• _Instructions to follow_
The data below is to be written out exactly, with no pictures.

• _Data segment_
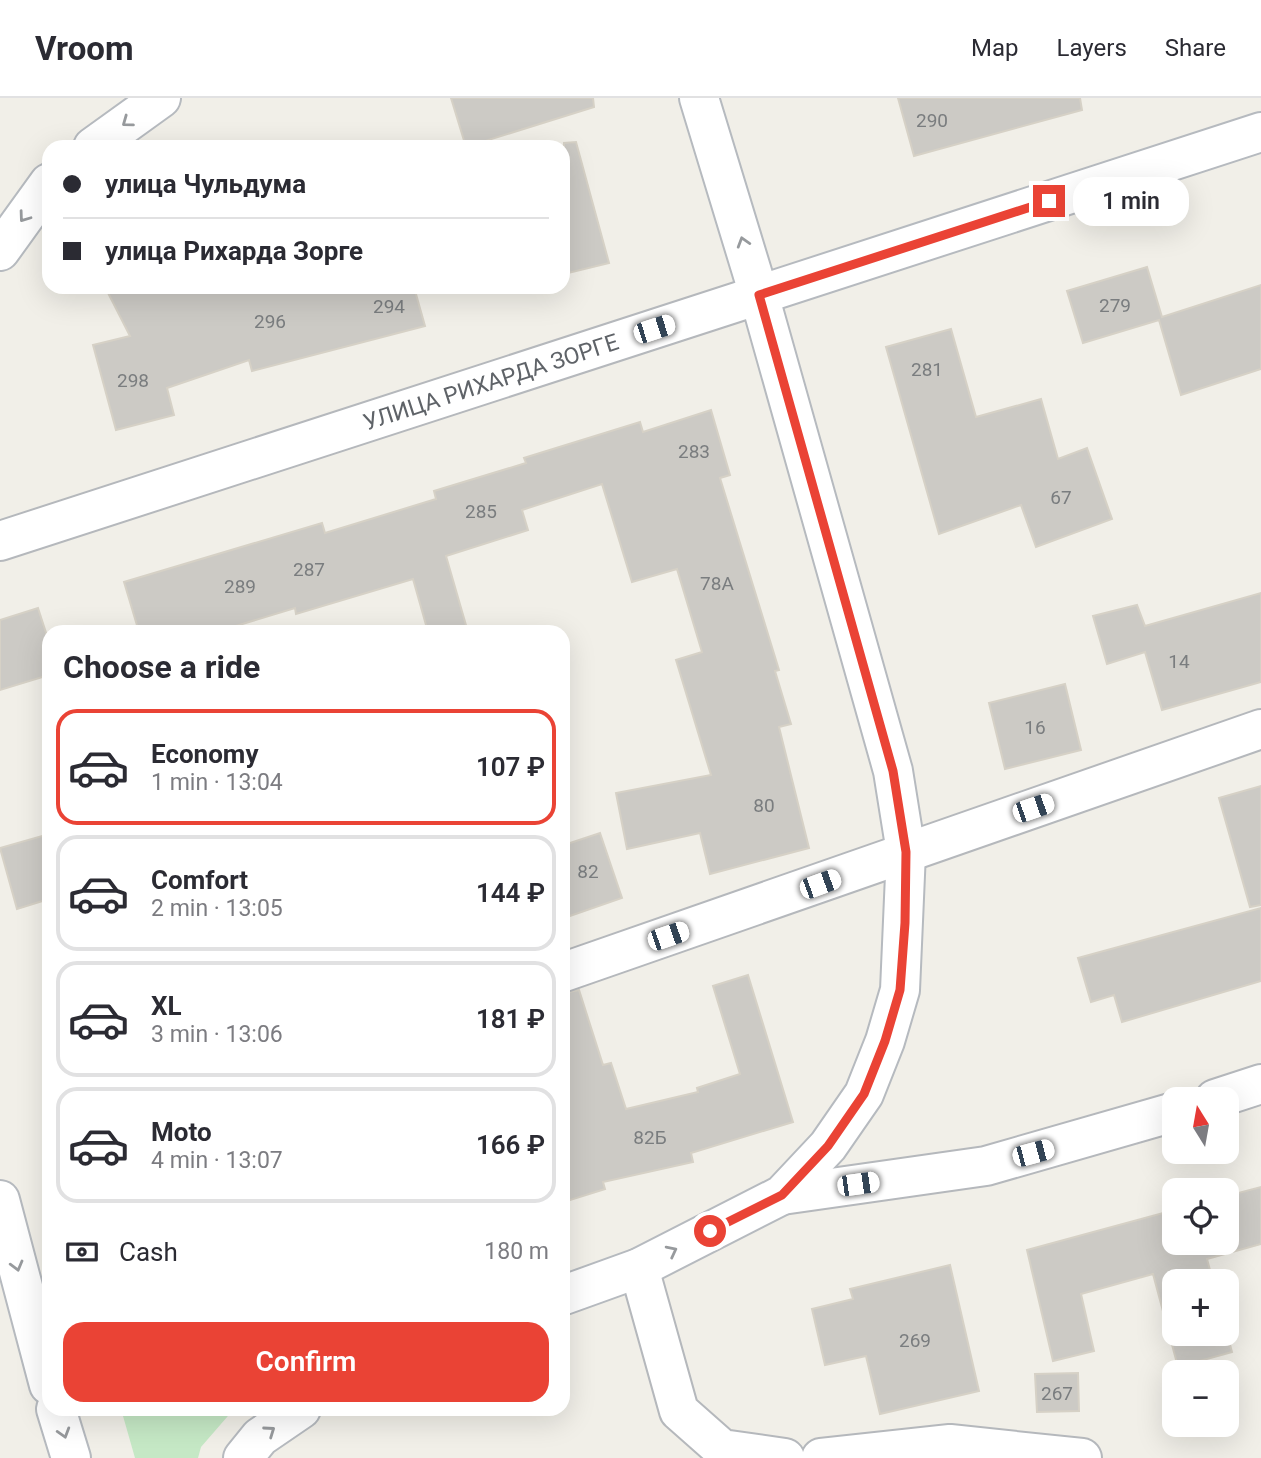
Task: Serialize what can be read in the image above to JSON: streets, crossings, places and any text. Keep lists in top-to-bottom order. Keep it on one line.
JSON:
{"streets":{"street":["УЛИЦА РИХАРДА ЗОРГЕ"]},"house_numbers":["290","279","294","296","281","298","283","67","285","287","78А","289","14","16","80","82","82Б","269","267"],"north":"top","page":{"header":"Vroom","nav":["Map","Layers","Share"],"banner":["улица Чульдума","улица Рихарда Зорге"],"bubble":"1 min","heading":"Choose a ride","list":[{"name":"Economy","note":"1 min · 13:04","value":"107 ₽"},{"name":"Comfort","note":"2 min · 13:05","value":"144 ₽"},{"name":"XL","note":"3 min · 13:06","value":"181 ₽"},{"name":"Moto","note":"4 min · 13:07","value":"166 ₽"}],"map_buttons":["+","−"],"pay":["Cash","180 m"],"buttons":"Confirm"}}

• _Result of the task_
Task: Serialize what can be read in the image above to JSON: streets, crossings, places and any text. Keep lists in top-to-bottom order. Keep it on one line.
JSON:
{"streets":{"street":["УЛИЦА РИХАРДА ЗОРГЕ"]},"house_numbers":["290","279","294","296","281","298","283","67","285","287","78А","289","14","16","80","82","82Б","269","267"],"north":"top","page":{"header":"Vroom","nav":["Map","Layers","Share"],"banner":["улица Чульдума","улица Рихарда Зорге"],"bubble":"1 min","heading":"Choose a ride","list":[{"name":"Economy","note":"1 min · 13:04","value":"107 ₽"},{"name":"Comfort","note":"2 min · 13:05","value":"144 ₽"},{"name":"XL","note":"3 min · 13:06","value":"181 ₽"},{"name":"Moto","note":"4 min · 13:07","value":"166 ₽"}],"map_buttons":["+","−"],"pay":["Cash","180 m"],"buttons":"Confirm"}}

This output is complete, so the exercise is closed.